Aim of the exercise:
Repeat exactly the opening lines of the records, ending with the line that contains "For a GIS import: Give".

▬▬▬

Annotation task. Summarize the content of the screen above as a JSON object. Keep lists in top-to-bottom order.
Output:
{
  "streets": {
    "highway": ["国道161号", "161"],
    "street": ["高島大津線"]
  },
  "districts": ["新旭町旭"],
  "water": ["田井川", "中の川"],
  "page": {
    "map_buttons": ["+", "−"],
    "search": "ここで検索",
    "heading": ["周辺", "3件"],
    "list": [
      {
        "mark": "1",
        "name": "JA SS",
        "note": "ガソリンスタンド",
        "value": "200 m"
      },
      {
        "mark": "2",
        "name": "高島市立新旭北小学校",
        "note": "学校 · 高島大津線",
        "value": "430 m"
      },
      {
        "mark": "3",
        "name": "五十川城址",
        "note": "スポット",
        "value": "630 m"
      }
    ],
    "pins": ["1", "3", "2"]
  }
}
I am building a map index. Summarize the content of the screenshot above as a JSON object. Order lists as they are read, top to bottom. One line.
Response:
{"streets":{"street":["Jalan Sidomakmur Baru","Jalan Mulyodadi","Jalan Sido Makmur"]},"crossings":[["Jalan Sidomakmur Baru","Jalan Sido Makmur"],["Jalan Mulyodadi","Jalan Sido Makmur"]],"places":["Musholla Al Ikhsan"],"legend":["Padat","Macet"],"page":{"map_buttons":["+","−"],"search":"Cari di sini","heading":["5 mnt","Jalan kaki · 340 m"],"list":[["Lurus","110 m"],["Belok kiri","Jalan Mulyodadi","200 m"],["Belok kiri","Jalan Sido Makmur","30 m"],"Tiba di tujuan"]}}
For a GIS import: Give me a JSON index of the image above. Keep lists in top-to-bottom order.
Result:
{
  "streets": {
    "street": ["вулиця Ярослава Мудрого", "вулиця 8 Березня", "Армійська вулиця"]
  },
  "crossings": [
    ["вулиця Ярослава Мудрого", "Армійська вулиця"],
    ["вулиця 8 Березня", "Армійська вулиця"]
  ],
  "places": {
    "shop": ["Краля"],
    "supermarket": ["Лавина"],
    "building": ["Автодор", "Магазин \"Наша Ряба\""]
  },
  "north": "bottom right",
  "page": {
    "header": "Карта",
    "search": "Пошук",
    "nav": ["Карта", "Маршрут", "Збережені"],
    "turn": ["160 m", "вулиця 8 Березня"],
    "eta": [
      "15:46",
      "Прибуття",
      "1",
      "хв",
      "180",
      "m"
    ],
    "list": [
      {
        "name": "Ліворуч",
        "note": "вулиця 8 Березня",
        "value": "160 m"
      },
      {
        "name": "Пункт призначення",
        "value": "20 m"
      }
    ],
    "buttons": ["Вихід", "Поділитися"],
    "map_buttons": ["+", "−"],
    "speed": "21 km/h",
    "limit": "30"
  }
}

▬▬▬

Exercise result:
Annotation task. Summarize the content of the screen above as a JSON object. Keep lists in top-to-bottom order.
Output:
{
  "streets": {
    "highway": ["国道161号", "161"],
    "street": ["高島大津線"]
  },
  "districts": ["新旭町旭"],
  "water": ["田井川", "中の川"],
  "page": {
    "map_buttons": ["+", "−"],
    "search": "ここで検索",
    "heading": ["周辺", "3件"],
    "list": [
      {
        "mark": "1",
        "name": "JA SS",
        "note": "ガソリンスタンド",
        "value": "200 m"
      },
      {
        "mark": "2",
        "name": "高島市立新旭北小学校",
        "note": "学校 · 高島大津線",
        "value": "430 m"
      },
      {
        "mark": "3",
        "name": "五十川城址",
        "note": "スポット",
        "value": "630 m"
      }
    ],
    "pins": ["1", "3", "2"]
  }
}
I am building a map index. Summarize the content of the screenshot above as a JSON object. Order lists as they are read, top to bottom. One line.
Response:
{"streets":{"street":["Jalan Sidomakmur Baru","Jalan Mulyodadi","Jalan Sido Makmur"]},"crossings":[["Jalan Sidomakmur Baru","Jalan Sido Makmur"],["Jalan Mulyodadi","Jalan Sido Makmur"]],"places":["Musholla Al Ikhsan"],"legend":["Padat","Macet"],"page":{"map_buttons":["+","−"],"search":"Cari di sini","heading":["5 mnt","Jalan kaki · 340 m"],"list":[["Lurus","110 m"],["Belok kiri","Jalan Mulyodadi","200 m"],["Belok kiri","Jalan Sido Makmur","30 m"],"Tiba di tujuan"]}}
For a GIS import: Give me a JSON index of the image above. Keep lists in top-to-bottom order.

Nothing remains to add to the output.